Monday, July 19, 2010

13. Simon and Garfunkel - Bridge Over Troubled Water

Counting down my favorite 25 albums of 1970:

Simon and Garfunkel - Bridge Over Troubled Water

I find this a very difficult album to rate. It's one of the first albums I ever owned, and the first album I ever memorized all the lyrics to. It's probably the one non-Beatles album I've listened to most frequently, and I haven't grown tired of it yet.

This familiarity makes it difficult for me to be objective. On one hand, it's easy to overrate songs like "Baby Driver" and "Why Don't You Write Me" simply because I know them so well. On the other hand, the sheer repetition makes it easy to forget that songs like "Bridge Over Troubled Water" and "The Boxer" were once fresh.

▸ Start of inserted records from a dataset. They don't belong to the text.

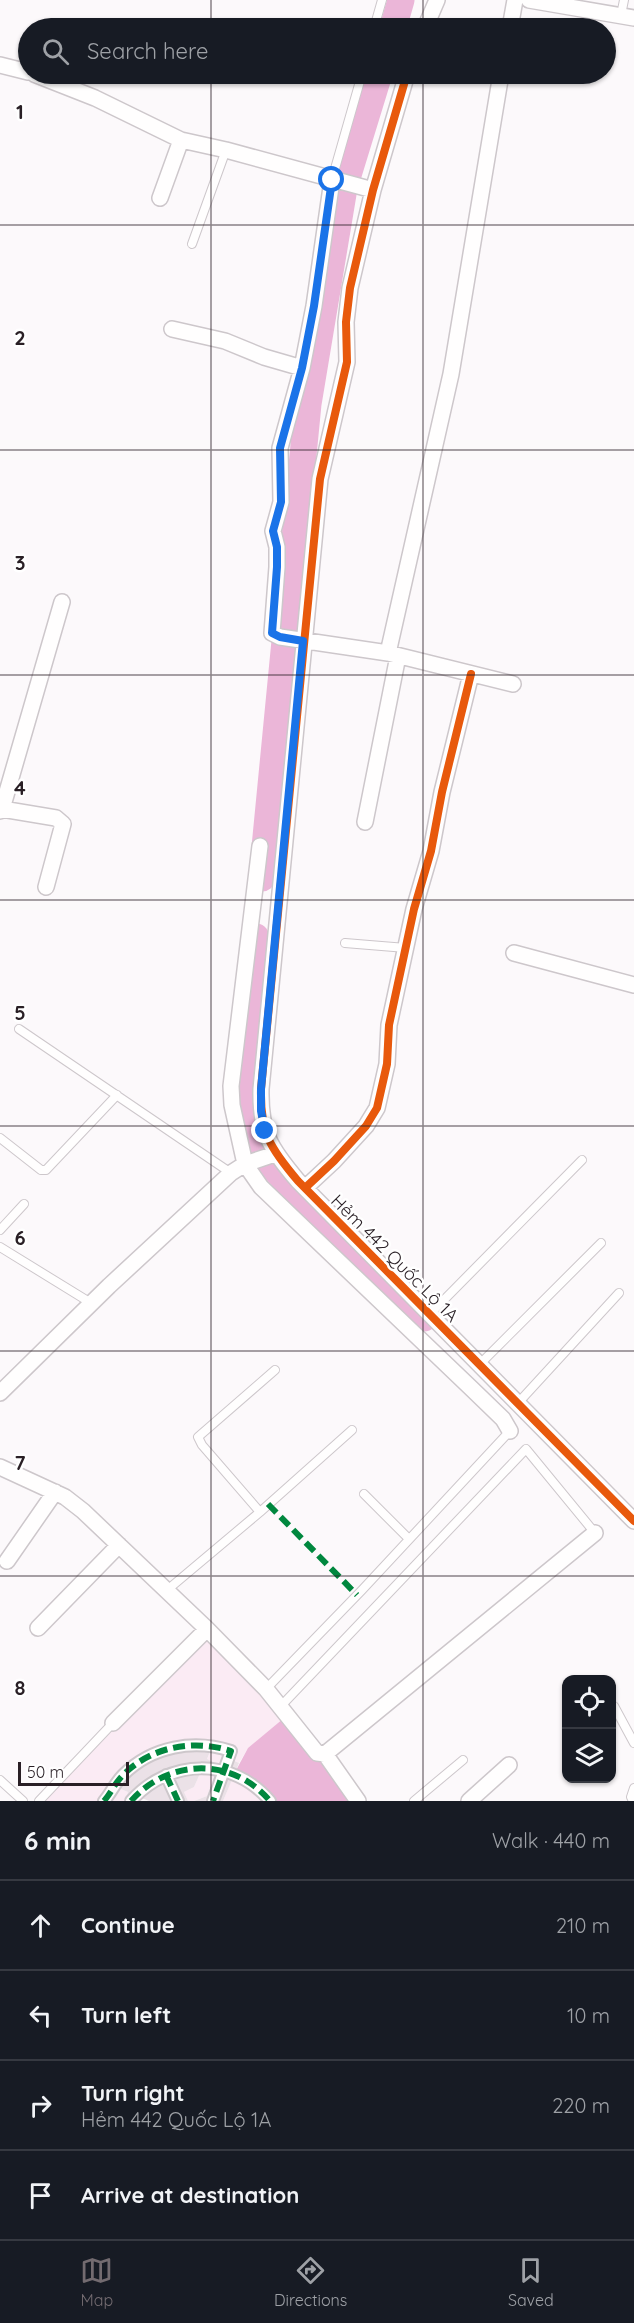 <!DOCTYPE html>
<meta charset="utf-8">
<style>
:root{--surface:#171b24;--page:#242831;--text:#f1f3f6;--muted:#9ea1a6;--line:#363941;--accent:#736b70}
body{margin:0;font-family:Quicksand,sans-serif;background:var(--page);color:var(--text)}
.controls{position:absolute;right:18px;bottom:18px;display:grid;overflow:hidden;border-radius:12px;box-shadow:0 2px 4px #0004}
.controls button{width:54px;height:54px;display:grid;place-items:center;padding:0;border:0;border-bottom:2px solid var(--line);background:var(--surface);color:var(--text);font:30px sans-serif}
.scale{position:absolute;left:18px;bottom:15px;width:111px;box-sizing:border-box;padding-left:6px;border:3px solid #291f25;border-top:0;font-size:16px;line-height:21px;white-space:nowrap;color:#291f25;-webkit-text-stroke:4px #fff;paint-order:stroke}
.stop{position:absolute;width:18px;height:18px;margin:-14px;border:4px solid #1a73e8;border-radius:50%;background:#fff}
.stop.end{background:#1a73e8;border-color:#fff;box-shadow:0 2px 6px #0008}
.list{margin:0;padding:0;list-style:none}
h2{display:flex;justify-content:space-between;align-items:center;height:78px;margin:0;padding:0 24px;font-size:26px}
h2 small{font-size:20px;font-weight:400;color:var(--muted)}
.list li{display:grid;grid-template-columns:39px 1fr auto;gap:18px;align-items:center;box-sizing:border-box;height:90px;padding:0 24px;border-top:2px solid var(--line)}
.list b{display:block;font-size:22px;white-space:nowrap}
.list p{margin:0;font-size:20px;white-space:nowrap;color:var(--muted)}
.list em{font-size:20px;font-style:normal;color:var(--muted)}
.icon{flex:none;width:33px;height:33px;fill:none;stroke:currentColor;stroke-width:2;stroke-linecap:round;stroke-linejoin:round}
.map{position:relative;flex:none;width:634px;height:1801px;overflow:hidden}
.search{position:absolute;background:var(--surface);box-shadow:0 2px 4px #0004;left:18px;right:18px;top:18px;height:66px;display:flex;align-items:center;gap:15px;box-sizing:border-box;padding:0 21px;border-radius:33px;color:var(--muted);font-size:22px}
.sheet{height:438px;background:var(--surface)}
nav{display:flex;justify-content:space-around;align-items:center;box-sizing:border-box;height:84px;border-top:2px solid var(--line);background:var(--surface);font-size:16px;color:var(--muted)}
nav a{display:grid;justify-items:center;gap:3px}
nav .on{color:var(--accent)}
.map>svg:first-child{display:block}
.green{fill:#fbebf4}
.water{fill:#ebb6d8}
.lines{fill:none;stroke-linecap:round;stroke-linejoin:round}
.river{stroke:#ebb6d8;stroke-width:27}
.building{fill:#ebe1e7}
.service-casing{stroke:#cdc7cb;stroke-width:10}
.pedestrian-casing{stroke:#cdc7cb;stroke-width:14}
.minor-casing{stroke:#cdc7cb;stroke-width:18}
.service{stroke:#fffefe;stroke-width:8}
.pedestrian{stroke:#fffefe;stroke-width:10}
.minor{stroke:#fffefe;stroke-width:15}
.quiet{stroke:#00873e;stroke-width:6;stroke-dasharray:12 6;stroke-linecap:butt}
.cycleway-casing{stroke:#fff;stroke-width:11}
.cycleway{stroke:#e8590c;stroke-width:8}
.route{stroke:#1a73e8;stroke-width:8}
.grid{fill:none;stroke:#291f25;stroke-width:1.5;stroke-opacity:0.55}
.labels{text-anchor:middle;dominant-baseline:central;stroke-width:5;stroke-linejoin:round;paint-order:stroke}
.street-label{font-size:18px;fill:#291f25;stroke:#fff}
.grid-label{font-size:20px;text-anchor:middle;font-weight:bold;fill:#291f25;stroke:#fff;stroke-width:5;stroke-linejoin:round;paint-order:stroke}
</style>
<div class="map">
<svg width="634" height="1801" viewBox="0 0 634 1801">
<rect width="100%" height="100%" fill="#fcf9fb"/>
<path class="green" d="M206 1634 284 1718 248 1748 239 1763 223 1756 219 1765 207 1759 213 1746 116 1787 128 1792 125 1801H44Z
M202 1769 215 1774 207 1796 194 1801H188L184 1792 194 1787Z
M234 1774 270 1801H223Z"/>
<path class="water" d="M284 1718 327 1764 352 1801H270L234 1774 248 1748Z"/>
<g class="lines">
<path class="river" d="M393 28 401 0
M262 878 308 404 344 188 379 74
M256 937 243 1071V1111L247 1134 266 1160 334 1231 424 1318"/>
</g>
<path class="building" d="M181 1749H211L207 1759 219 1765 223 1756 239 1763 223 1801H194L207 1796 215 1774 202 1769 194 1787 184 1792 188 1801H149L137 1796 135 1801H125L128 1792 116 1787 141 1764Z"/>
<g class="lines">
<defs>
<path id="service" d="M621 15 624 0
M374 28 382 0
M332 179 362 74
M192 244 226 150
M345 943 406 948
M19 1029 231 1173
M0 1138 41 1170H46L117 1095
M0 1230 24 1204
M0 1247 91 1303
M430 1314 582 1160
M480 1364 601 1243
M518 1403 619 1293
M364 1494 409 1539
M260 1512 202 1445 198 1437 275 1370
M166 1591 260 1512 352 1430
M266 1689 362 1590 510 1431
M281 1706 526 1449 595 1533
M614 1706 634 1743
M0 1780 23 1801
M39 1801 113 1723
M414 1801 463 1760
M633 1801 631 1797 634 1788"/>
<path id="pedestrian" d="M166 1775 178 1801
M104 1801C111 1793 115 1783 123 1775 152 1746 194 1739 231 1751L213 1801
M131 1801C169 1758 233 1757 270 1801"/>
<path id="minor" d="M529 0 634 18
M425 28 437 0
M510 28 515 0
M0 65 28 72
M34 74 95 98 181 140 226 150 373 190
M407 74 373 190 350 288 346 322 347 362 320 479 261 1089C260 1133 270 1148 298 1181L634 1521
M332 180 314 306 302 368 280 448 281 502 273 531 277 547V567L272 633 280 637 388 653 513 684
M160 198 181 140
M172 329 225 341 264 357 302 368
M388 653 451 374 501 74
M2 809 62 602
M0 811 2 809 56 818 63 824 46 887
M365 822 398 656
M260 846 231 1086 232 1105 245 1164 261 1187 472 1389 503 1419 510 1431
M514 953 634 985
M305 1188 334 1161 366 1126 377 1108 387 1064 389 1025 414 909 431 851 442 792 471 674
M0 1393 109 1286 231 1173 245 1164 275 1154
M0 1467 65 1497 83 1511 207 1629 266 1689 317 1753 325 1754 358 1801
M7 1561 55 1492
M38 1628 119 1545
M113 1723 207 1629
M325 1754 595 1533
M469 1801 509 1765"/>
</defs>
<use href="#service" class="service-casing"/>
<use href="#pedestrian" class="pedestrian-casing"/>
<use href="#minor" class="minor-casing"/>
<use href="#service" class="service"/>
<use href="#pedestrian" class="pedestrian"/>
<use href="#minor" class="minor"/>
<path class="quiet" d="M268 1504 357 1595
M166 1775 178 1801
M104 1801C111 1793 115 1783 123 1775 152 1746 194 1739 231 1751L213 1801
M131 1801C169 1758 233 1757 270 1801"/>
<defs>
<path id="cycleway" d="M407 74 373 190 350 288 346 322 347 362 320 479 261 1089C260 1133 270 1148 298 1181L634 1521
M305 1188 334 1161 366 1126 377 1108 387 1064 389 1025 414 909 431 851 442 792 471 674"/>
</defs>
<use href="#cycleway" class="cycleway-casing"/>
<use href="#cycleway" class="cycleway"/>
</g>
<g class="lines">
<path class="route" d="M265 1131 261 1111V1089L303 641 280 637 272 633 277 567V547L273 531 281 502 280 448 302 368 314 306 332 180"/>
</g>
<path class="grid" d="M211 0V28M423 0V28M211 74V1801M423 74V1801M0 225H634M0 450H634M0 675H634M0 900H634M0 1126H634M0 1351H634M0 1576H634"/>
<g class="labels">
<g class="street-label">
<text transform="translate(395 1258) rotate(45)">Hẻm 442 Quốc Lộ 1A</text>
</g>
</g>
<g class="grid-label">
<text x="20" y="119">1</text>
<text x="20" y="345">2</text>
<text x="20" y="570">3</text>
<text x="20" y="795">4</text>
<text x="20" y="1020">5</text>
<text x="20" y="1245">6</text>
<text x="20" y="1470">7</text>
<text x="20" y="1695">8</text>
</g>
</svg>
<div class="controls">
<button><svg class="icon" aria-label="locate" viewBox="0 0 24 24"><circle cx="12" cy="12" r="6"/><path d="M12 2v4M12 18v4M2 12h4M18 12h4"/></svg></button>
<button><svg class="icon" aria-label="layers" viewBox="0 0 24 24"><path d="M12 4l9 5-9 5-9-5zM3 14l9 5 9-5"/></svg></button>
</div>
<div class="scale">50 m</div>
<div class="stop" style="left:332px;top:180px"></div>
<div class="stop end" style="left:265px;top:1131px"></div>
<div class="search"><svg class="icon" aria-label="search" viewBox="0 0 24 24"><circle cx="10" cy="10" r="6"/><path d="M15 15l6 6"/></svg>Search here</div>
</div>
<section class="sheet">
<h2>6 min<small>Walk · 440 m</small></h2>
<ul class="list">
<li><svg class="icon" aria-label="ahead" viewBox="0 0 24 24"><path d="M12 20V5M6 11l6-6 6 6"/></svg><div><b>Continue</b></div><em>210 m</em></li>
<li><svg class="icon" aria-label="left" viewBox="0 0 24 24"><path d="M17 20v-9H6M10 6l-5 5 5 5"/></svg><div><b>Turn left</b></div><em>10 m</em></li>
<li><svg class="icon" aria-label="right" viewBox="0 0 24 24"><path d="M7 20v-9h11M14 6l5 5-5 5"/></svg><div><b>Turn right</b><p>Hẻm 442 Quốc Lộ 1A</p></div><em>220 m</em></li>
<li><svg class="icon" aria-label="arrive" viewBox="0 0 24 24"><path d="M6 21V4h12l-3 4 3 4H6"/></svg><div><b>Arrive at destination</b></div></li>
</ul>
</section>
<nav>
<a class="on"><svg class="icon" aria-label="map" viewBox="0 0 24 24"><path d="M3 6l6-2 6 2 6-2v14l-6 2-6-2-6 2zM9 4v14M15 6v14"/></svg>Map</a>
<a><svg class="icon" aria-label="directions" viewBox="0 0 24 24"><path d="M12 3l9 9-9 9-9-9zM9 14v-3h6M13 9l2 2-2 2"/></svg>Directions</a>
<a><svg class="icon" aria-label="saved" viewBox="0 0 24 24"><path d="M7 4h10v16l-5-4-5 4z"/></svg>Saved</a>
</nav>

In its cultural context, it was a phenomenally successful record: It's one of the best selling albums of the year, it spawned four hit singles, and it won the Grammy for best album. The fact that this album appealed to so many different people during such a culturally divisive era is an incredible feat. This broad appeal is, I think, attributable to it's timelessness; both thematically (no questions about what war is good for or references to Woodstock or tin soldiers and Nixon), and musically (no long jammy electric guitar solos or sitars). Ultimately, This album may sound "old" due to its constant radio airplay, but it doesn't sound "dated".